This morning I awoke, with "stuff" on my mind...I had a to do list, had to get to it and it involved email and work, and worries:(
SO I got right to it, started sending emails, started adding to my list of worries, and inside my body I could feel the heavy.
I got through enough to feel somewhat accomplished, and got on my treadmill to run some of the heavy out.
As I ran, my mind must have sensed something was wrong, so it decided to "save" me.
My mind started to race to "help out"- thoughts ran off in all directions in an attempt to do what minds have done since the beginning of time- keep us alive in stress. I started into a trail of thought that just got heavier and heavier. You know, "what if this..., what if that..." And worse scenarios after worse scenarios started to arrive on my mind.
When I stopped. The thought then came to my mind, "why go there?"
What does this trail of worry leave me with? Solutions? More problems? More worry?

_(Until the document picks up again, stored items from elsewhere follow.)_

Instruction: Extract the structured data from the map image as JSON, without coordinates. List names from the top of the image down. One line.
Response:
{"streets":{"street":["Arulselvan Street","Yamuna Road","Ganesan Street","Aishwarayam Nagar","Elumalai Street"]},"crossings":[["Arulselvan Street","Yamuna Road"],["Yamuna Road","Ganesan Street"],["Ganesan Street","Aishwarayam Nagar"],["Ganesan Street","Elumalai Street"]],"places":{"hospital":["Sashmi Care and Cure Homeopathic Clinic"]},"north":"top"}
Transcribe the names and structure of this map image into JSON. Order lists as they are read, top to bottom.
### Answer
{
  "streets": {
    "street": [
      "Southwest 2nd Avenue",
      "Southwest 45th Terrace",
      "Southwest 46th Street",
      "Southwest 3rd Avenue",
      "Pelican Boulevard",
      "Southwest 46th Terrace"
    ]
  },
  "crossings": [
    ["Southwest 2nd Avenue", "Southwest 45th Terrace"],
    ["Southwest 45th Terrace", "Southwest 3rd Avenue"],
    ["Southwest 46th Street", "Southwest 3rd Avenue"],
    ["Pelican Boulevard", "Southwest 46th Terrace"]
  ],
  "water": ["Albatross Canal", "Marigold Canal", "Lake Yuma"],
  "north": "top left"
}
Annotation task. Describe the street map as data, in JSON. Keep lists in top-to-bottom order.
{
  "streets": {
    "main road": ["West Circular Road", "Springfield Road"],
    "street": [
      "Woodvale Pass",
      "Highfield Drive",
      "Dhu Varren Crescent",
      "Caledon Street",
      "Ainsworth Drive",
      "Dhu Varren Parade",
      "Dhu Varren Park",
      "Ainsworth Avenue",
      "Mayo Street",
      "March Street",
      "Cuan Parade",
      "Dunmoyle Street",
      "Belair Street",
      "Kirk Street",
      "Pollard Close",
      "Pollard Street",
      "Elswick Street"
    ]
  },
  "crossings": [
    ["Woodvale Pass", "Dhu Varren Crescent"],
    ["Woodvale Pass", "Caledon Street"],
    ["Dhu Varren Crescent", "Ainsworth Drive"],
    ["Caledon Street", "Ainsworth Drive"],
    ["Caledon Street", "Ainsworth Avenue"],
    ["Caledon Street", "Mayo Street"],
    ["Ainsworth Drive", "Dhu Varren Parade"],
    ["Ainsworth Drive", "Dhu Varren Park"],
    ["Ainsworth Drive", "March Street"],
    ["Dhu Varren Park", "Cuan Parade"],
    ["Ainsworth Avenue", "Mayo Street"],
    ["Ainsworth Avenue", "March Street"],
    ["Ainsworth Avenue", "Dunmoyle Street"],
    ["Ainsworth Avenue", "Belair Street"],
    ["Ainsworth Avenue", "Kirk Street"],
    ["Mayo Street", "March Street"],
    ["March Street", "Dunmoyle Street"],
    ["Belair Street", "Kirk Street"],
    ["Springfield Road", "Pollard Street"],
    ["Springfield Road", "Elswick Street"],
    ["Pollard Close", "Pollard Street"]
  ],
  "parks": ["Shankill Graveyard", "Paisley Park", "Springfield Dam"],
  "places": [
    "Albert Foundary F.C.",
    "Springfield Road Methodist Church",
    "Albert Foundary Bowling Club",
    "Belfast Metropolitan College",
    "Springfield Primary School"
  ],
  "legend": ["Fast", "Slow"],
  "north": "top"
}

And I kept moving, kept breathing, used what my yoga instructors have told me in meditation before- "Don't follow those thoughts, allow them to be, name them, and then let them go."
And I did. I named those thoughts...
"That's my to do list, those are my worries, I'm afraid of the future. I'm saddened by what's out of my control."
But in this moment, I'm ok.
And, I felt lighter, and even for just a little bit- I felt better.
And I'm reminded, it is within my power to make myself feel better. I can use the techniques I've learned in yoga/meditation for life off the mat.
I can't change my circumstances necessarily. I can't make every event in my life blissful. But it is within my power to center myself and find peace through breath and pause.
Don't let your thoughts define you.
Take a moment to pause, find some big deep breaths in and out. In those moments, allow thoughts to come in but don't follow them. Let them trail away, telling yourself, you are OK. Let the feeling of calm come over you and acknowledge what it feels like.